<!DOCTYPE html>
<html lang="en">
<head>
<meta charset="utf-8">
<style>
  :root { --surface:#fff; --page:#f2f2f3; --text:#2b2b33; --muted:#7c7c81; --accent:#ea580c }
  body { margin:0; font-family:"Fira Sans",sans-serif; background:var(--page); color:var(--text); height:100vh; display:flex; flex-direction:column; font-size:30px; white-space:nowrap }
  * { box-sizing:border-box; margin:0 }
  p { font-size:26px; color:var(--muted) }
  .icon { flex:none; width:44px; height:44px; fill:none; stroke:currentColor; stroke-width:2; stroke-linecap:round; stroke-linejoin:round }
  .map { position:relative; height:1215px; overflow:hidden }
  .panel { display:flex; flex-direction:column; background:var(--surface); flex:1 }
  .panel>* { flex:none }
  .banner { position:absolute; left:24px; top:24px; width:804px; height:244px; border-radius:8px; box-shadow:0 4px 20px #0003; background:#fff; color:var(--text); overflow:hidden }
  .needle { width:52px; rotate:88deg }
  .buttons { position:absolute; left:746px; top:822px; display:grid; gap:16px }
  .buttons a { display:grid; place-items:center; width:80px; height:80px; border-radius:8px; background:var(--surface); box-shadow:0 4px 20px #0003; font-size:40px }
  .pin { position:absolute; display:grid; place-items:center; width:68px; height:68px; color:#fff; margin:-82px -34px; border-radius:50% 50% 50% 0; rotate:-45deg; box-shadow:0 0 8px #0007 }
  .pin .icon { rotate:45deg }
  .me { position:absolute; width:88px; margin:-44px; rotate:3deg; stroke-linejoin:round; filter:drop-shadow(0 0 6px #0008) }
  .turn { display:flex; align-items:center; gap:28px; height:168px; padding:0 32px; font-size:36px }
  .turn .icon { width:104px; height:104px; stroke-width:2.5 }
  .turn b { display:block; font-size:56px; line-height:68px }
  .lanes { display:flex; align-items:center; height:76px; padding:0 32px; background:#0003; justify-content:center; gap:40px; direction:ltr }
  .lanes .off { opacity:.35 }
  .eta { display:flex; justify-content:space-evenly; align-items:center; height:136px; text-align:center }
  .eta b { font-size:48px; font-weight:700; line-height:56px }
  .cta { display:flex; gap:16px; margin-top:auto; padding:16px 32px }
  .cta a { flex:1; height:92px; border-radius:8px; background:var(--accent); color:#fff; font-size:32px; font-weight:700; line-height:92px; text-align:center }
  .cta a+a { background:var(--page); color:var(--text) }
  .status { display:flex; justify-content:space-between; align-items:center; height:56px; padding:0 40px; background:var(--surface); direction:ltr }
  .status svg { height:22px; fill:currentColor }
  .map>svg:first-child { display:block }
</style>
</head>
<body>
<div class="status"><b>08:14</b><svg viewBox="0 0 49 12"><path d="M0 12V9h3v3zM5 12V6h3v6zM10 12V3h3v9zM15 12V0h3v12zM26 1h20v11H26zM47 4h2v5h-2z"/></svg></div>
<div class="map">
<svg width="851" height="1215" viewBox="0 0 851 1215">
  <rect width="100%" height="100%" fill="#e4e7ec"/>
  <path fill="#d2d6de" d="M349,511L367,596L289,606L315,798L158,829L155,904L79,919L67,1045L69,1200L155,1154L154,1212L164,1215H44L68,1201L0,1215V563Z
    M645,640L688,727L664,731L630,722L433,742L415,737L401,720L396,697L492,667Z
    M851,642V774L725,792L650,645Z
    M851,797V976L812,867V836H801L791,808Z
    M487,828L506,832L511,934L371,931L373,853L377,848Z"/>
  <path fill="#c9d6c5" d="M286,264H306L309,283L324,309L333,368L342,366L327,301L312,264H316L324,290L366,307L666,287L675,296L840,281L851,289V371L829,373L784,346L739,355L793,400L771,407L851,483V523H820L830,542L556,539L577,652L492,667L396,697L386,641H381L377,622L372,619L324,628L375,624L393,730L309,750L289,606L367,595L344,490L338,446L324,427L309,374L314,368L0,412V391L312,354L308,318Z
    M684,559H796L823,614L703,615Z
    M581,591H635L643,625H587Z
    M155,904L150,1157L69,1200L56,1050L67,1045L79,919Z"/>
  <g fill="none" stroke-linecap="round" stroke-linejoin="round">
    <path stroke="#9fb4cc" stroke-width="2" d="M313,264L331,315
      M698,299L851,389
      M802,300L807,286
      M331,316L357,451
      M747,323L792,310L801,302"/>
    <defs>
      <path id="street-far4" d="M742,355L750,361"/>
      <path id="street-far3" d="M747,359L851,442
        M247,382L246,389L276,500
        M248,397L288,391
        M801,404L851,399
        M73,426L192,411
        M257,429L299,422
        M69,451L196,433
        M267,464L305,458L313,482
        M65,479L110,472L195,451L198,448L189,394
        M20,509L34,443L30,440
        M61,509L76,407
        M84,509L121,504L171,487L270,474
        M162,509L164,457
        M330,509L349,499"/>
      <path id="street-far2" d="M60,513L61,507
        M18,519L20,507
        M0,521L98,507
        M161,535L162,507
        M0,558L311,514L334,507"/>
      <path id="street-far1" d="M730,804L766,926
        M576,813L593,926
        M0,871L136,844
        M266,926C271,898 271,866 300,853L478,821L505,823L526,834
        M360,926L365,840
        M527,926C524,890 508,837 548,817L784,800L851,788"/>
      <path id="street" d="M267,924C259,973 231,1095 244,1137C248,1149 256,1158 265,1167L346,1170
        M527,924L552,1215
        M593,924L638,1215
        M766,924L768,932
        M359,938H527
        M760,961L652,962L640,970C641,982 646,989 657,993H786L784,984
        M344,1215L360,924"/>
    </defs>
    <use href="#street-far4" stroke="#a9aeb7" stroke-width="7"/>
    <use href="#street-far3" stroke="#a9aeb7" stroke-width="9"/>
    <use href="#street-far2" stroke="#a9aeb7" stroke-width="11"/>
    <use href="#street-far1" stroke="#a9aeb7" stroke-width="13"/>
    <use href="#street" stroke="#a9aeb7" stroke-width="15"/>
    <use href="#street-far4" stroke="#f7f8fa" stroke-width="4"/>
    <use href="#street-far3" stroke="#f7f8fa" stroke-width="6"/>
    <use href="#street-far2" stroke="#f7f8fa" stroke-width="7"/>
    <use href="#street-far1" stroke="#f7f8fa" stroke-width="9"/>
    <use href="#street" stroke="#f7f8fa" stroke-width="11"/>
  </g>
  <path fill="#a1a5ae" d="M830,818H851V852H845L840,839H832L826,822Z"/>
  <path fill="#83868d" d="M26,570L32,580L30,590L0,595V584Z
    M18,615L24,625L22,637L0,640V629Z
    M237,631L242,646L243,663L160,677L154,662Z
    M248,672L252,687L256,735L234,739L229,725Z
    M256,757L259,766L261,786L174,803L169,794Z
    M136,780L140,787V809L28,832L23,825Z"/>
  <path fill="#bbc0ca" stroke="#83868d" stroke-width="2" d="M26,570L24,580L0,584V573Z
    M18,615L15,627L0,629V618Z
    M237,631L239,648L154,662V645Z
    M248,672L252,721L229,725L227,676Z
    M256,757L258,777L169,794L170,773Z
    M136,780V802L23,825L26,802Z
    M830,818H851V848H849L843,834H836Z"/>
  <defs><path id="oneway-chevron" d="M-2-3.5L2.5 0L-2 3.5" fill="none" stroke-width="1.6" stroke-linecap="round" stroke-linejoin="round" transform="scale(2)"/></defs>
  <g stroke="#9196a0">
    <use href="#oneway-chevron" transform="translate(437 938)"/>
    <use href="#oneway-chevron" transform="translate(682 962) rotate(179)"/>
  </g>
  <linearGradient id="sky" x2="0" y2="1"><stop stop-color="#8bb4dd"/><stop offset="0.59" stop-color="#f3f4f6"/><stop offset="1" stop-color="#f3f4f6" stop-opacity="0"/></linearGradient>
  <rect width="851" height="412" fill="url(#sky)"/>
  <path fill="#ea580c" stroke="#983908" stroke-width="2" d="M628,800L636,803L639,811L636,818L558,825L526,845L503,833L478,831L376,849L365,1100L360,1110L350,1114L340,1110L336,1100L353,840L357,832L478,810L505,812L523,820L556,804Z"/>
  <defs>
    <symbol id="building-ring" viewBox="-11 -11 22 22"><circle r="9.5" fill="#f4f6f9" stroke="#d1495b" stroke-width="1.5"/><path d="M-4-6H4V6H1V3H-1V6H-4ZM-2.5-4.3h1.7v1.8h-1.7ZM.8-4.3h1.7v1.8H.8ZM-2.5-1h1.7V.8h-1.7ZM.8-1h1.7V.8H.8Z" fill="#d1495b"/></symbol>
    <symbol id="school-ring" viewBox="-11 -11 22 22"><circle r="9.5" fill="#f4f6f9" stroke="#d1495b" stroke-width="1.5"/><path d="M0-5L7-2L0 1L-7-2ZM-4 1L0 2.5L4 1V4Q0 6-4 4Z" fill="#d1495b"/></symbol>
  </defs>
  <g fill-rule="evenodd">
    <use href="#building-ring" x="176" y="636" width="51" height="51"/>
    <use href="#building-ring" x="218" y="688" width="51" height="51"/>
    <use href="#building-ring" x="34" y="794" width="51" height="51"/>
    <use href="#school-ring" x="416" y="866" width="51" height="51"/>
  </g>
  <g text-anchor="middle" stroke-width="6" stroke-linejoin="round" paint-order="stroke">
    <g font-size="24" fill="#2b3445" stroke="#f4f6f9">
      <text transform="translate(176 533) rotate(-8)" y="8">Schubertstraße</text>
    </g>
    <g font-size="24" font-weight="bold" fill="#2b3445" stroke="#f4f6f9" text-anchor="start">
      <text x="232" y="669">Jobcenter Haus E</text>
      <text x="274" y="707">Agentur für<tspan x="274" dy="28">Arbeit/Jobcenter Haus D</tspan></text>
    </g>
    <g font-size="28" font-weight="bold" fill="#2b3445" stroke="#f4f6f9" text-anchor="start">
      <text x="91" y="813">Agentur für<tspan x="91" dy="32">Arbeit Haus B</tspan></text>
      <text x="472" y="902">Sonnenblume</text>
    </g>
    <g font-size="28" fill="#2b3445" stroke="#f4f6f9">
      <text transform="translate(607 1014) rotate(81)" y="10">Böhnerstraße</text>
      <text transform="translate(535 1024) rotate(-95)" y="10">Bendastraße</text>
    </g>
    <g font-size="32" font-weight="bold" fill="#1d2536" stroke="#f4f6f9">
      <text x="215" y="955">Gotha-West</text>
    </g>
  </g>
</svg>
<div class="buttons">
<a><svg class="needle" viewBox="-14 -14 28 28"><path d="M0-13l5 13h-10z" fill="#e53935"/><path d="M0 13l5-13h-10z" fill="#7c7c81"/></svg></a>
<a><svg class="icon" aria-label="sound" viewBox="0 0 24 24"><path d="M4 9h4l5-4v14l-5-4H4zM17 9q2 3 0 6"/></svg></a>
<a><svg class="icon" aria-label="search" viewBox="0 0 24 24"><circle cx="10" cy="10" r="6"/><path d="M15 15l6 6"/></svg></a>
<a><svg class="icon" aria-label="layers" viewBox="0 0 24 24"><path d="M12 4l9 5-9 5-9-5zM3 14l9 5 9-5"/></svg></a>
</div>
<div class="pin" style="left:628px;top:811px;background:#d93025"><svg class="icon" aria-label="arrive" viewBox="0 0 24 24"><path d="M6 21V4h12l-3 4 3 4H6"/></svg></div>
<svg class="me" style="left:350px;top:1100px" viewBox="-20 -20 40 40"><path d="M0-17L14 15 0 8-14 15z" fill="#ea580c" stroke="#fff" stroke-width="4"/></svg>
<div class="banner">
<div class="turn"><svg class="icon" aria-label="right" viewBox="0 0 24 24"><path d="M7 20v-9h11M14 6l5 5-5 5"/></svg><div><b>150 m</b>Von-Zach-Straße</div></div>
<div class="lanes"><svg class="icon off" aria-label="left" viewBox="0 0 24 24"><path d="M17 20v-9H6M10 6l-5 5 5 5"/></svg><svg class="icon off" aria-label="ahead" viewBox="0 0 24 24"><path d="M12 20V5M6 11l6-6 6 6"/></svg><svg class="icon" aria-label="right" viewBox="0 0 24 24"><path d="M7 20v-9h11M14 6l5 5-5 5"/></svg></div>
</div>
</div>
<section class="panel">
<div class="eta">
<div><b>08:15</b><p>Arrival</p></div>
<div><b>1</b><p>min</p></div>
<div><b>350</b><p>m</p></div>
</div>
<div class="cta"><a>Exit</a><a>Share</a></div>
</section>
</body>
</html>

> _Assignment_: Among the lines of the preceding data, which ones hold the word "hidden"? List them.

> _Solution to this task_:
  .map { position:relative; height:1215px; overflow:hidden }
  .banner { position:absolute; left:24px; top:24px; width:804px; height:244px; border-radius:8px; box-shadow:0 4px 20px #0003; background:#fff; color:var(--text); overflow:hidden }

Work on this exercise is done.